EXERCISE DESCRIPTION | Search the records for the word "crossings" and copy every line in which it occurs.

RECORDS TO USE |
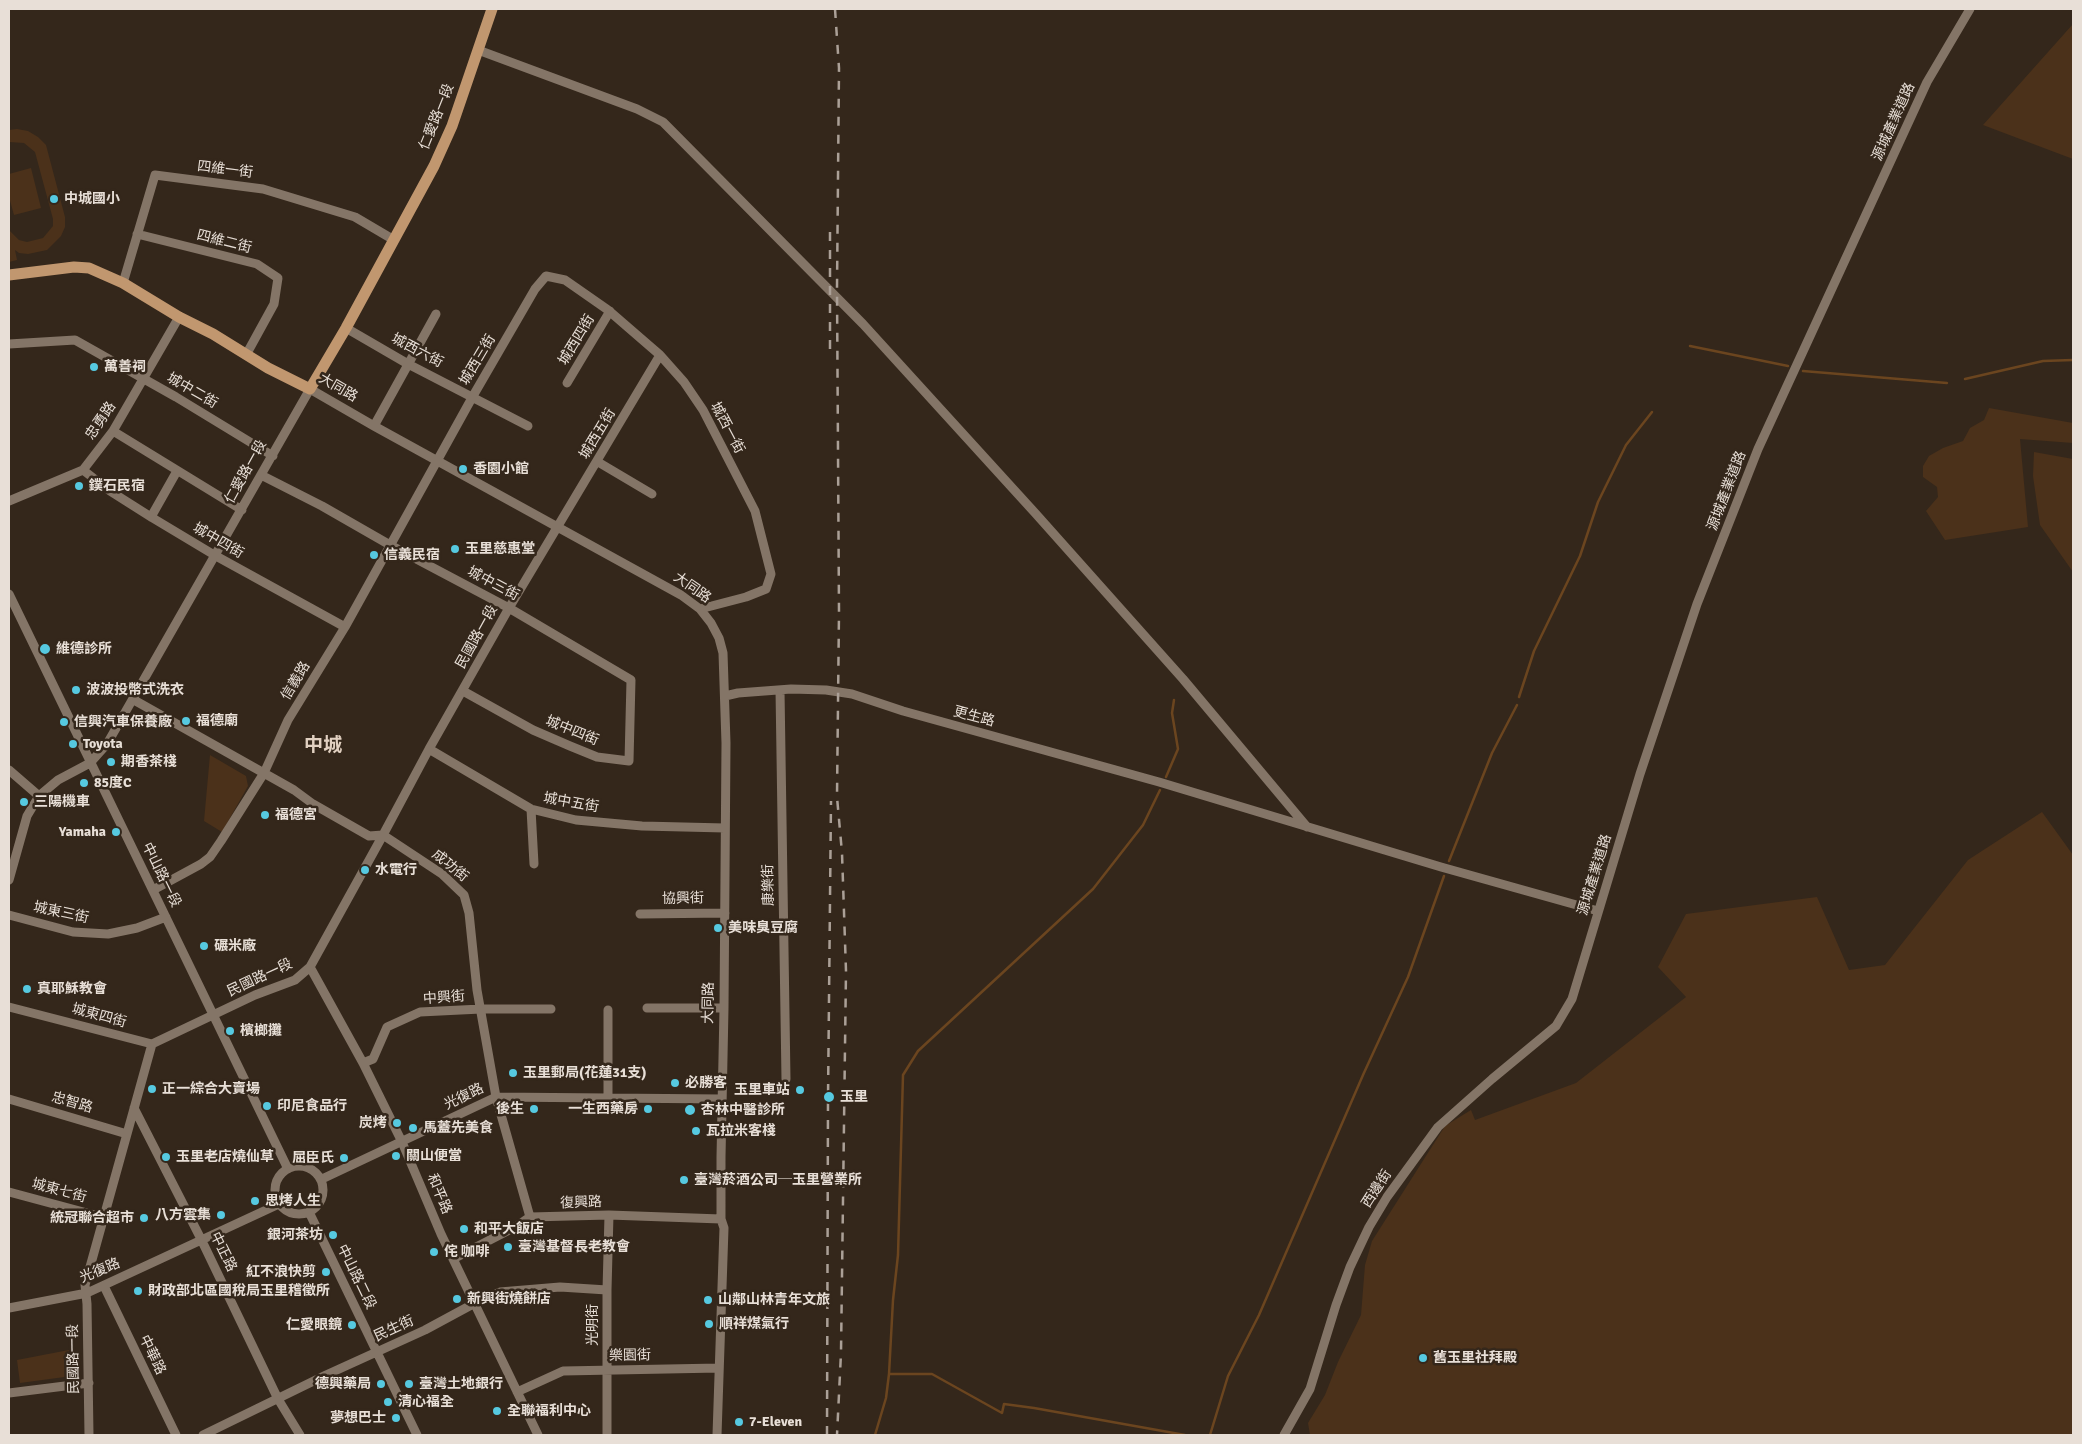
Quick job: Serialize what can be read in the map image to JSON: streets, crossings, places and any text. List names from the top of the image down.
{
  "streets": {
    "main road": ["仁愛路一段", "大同路"],
    "street": [
      "源城產業道路",
      "四維一街",
      "四維二街",
      "城西四街",
      "城西六街",
      "城西三街",
      "城中二街",
      "忠勇路",
      "城西一街",
      "城西五街",
      "城中四街",
      "城中三街",
      "民國路一段",
      "信義路",
      "更生路",
      "城中五街",
      "成功街",
      "中山路一段",
      "康樂街",
      "協興街",
      "城東三街",
      "中興街",
      "城東四街",
      "光復路",
      "忠智路",
      "西邊街",
      "城東七街",
      "和平路",
      "復興路",
      "中正路",
      "中山路二段",
      "光明街",
      "民生街",
      "中華路",
      "樂園街"
    ]
  },
  "crossings": [
    ["仁愛路一段", "四維一街"],
    ["仁愛路一段", "城西六街"],
    ["仁愛路一段", "大同路"],
    ["仁愛路一段", "城中二街"],
    ["仁愛路一段", "城中四街"],
    ["仁愛路一段", "城中三街"],
    ["仁愛路一段", "成功街"],
    ["仁愛路一段", "中山路一段"],
    ["源城產業道路", "更生路"],
    ["源城產業道路", "西邊街"],
    ["四維一街", "四維二街"],
    ["四維一街", "大同路"],
    ["四維二街", "大同路"],
    ["城西四街", "城西一街"],
    ["城西六街", "城西三街"],
    ["城西三街", "大同路"],
    ["城西三街", "城西一街"],
    ["城西三街", "信義路"],
    ["大同路", "忠勇路"],
    ["大同路", "城西一街"],
    ["大同路", "城西五街"],
    ["大同路", "民國路一段"],
    ["大同路", "信義路"],
    ["大同路", "更生路"],
    ["大同路", "城中五街"],
    ["大同路", "協興街"],
    ["大同路", "光復路"],
    ["大同路", "復興路"],
    ["大同路", "樂園街"],
    ["城中二街", "忠勇路"],
    ["忠勇路", "城中四街"],
    ["城西一街", "城西五街"],
    ["城西五街", "民國路一段"],
    ["城中四街", "城中三街"],
    ["城中四街", "民國路一段"],
    ["城中四街", "信義路"],
    ["城中三街", "民國路一段"],
    ["城中三街", "信義路"],
    ["民國路一段", "城中五街"],
    ["民國路一段", "成功街"],
    ["民國路一段", "中山路一段"],
    ["民國路一段", "城東四街"],
    ["民國路一段", "光復路"],
    ["民國路一段", "忠智路"],
    ["民國路一段", "城東七街"],
    ["民國路一段", "和平路"],
    ["民國路一段", "中正路"],
    ["信義路", "成功街"],
    ["信義路", "中山路一段"],
    ["更生路", "康樂街"],
    ["成功街", "中興街"],
    ["成功街", "光復路"],
    ["成功街", "復興路"],
    ["中山路一段", "城東三街"],
    ["中山路一段", "光復路"],
    ["中山路一段", "中山路二段"],
    ["中興街", "和平路"],
    ["光復路", "和平路"],
    ["光復路", "中正路"],
    ["光復路", "中山路二段"],
    ["光復路", "中華路"],
    ["和平路", "民生街"],
    ["和平路", "樂園街"],
    ["復興路", "光明街"],
    ["中正路", "民生街"],
    ["中山路二段", "民生街"],
    ["光明街", "民生街"],
    ["光明街", "樂園街"]
  ],
  "districts": ["中城"],
  "places": [
    "中城國小",
    "萬善祠",
    "香園小館",
    "鏷石民宿",
    "玉里慈惠堂",
    "信義民宿",
    "維德診所",
    "波波投幣式洗衣",
    "福德廟",
    "信興汽車保養廠",
    "Toyota",
    "期香茶棧",
    "85度C",
    "三陽機車",
    "福德宮",
    "Yamaha",
    "水電行",
    "美味臭豆腐",
    "碾米廠",
    "真耶穌教會",
    "檳榔攤",
    "玉里郵局(花蓮31支)",
    "必勝客",
    "正一綜合大賣場",
    "玉里車站",
    "玉里",
    "印尼食品行",
    "後生",
    "一生西藥房",
    "杏林中醫診所",
    "炭烤",
    "馬蓋先美食",
    "瓦拉米客棧",
    "關山便當",
    "玉里老店燒仙草",
    "屈臣氏",
    "臺灣菸酒公司─玉里營業所",
    "思烤人生",
    "八方雲集",
    "統冠聯合超市",
    "和平大飯店",
    "銀河茶坊",
    "臺灣基督長老教會",
    "侘 咖啡",
    "紅不浪快剪",
    "財政部北區國稅局玉里稽徵所",
    "新興街燒餅店",
    "山鄰山林青年文旅",
    "順祥煤氣行",
    "仁愛眼鏡",
    "舊玉里社拜殿",
    "德興藥局",
    "臺灣土地銀行",
    "清心福全",
    "全聯福利中心",
    "夢想巴士",
    "7-Eleven"
  ]
}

REPLY |
Quick job: Serialize what can be read in the map image to JSON: streets, crossings, places and any text. List names from the top of the image down.
  "crossings": [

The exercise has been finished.